Scan the records for the word "Cornwall". Return each line where it is found.

## EXTRACTED MATERIAL
++++++++++++++++++++

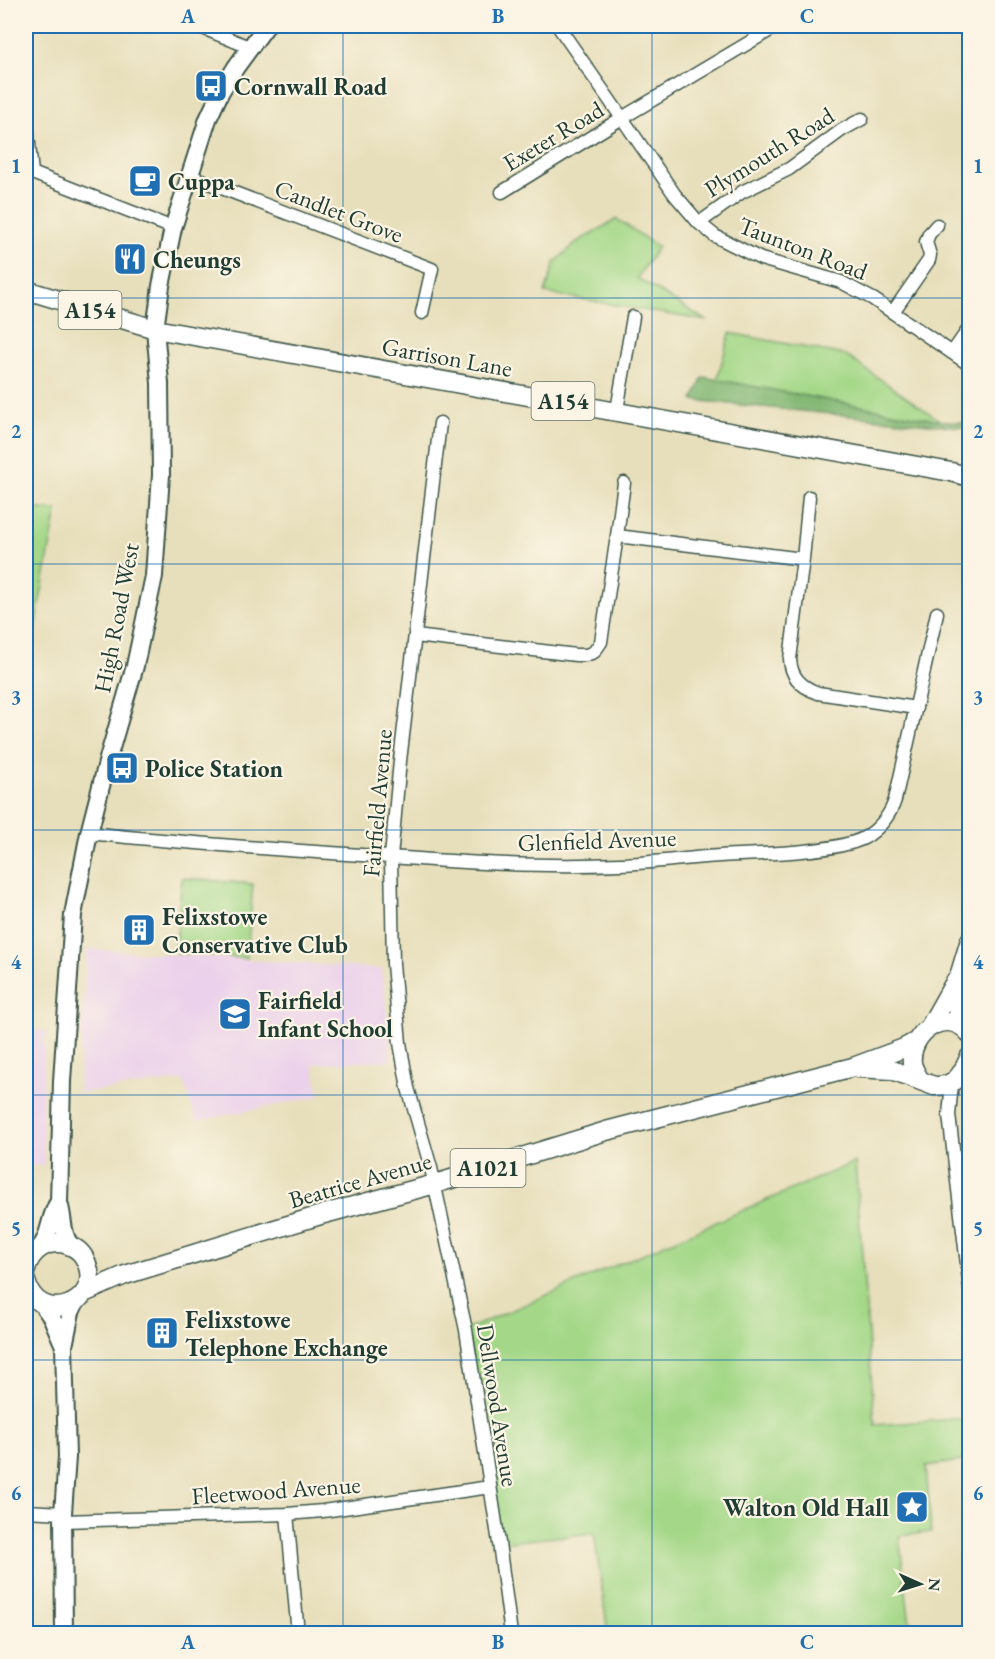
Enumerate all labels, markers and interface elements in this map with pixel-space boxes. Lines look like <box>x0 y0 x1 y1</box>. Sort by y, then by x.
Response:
text: A <box>180 3 196 29</box>
text: B <box>492 3 504 29</box>
text: C <box>800 3 814 29</box>
bus stop icon: Cornwall Road <box>193 68 229 104</box>
place label: Cornwall Road <box>234 71 388 102</box>
street label: Exeter Road <box>497 93 610 178</box>
street label: Plymouth Road <box>698 99 841 204</box>
text: 1 <box>11 153 21 179</box>
text: 1 <box>973 153 983 179</box>
cafe icon: Cuppa <box>127 163 163 199</box>
place label: Cuppa <box>168 166 235 197</box>
street label: Candlet Grove <box>270 172 408 250</box>
street label: Taunton Road <box>734 209 873 287</box>
restaurant icon: Cheungs <box>112 241 148 277</box>
place label: Cheungs <box>153 244 241 276</box>
road number: A154 <box>58 291 122 329</box>
street label: Garrison Lane <box>379 330 515 384</box>
road number: A154 <box>532 382 594 420</box>
text: 2 <box>11 418 22 444</box>
text: 2 <box>973 418 984 444</box>
street label: High Road West <box>86 540 146 696</box>
text: 3 <box>11 684 21 710</box>
text: 3 <box>973 684 983 710</box>
street label: Fairfield Avenue <box>355 728 399 878</box>
bus stop icon: Police Station <box>104 750 140 786</box>
place label: Police Station <box>145 753 283 784</box>
street label: Glenfield Avenue <box>517 822 677 858</box>
place label: Felixstowe Conservative Club <box>162 901 348 960</box>
building icon: Felixstowe Conservative Club <box>121 912 157 948</box>
text: 4 <box>11 949 22 975</box>
text: 4 <box>973 949 984 975</box>
place label: Fairfield Infant School <box>258 985 393 1044</box>
school or university icon: Fairfield Infant School <box>217 996 253 1032</box>
street label: Beatrice Avenue <box>285 1145 435 1215</box>
road number: A1021 <box>450 1149 526 1187</box>
text: 5 <box>11 1215 21 1241</box>
text: 5 <box>973 1215 983 1241</box>
place label: Felixstowe Telephone Exchange <box>185 1304 388 1364</box>
building icon: Felixstowe Telephone Exchange <box>144 1315 180 1351</box>
street label: Dellwood Avenue <box>470 1321 526 1489</box>
street label: Fleetwood Avenue <box>190 1469 362 1511</box>
text: 6 <box>11 1480 22 1506</box>
text: 6 <box>973 1480 984 1506</box>
place icon: Walton Old Hall <box>894 1489 930 1525</box>
place label: Walton Old Hall <box>723 1492 889 1523</box>
north arrow <box>890 1554 950 1614</box>
text: N <box>924 1578 945 1592</box>
text: A <box>180 1629 196 1655</box>
text: B <box>492 1629 504 1655</box>
text: C <box>800 1629 814 1655</box>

++++++++++++++++++++

## RESPONSE TO THIS TASK
bus stop icon: Cornwall Road <box>193 68 229 104</box>
place label: Cornwall Road <box>234 71 388 102</box>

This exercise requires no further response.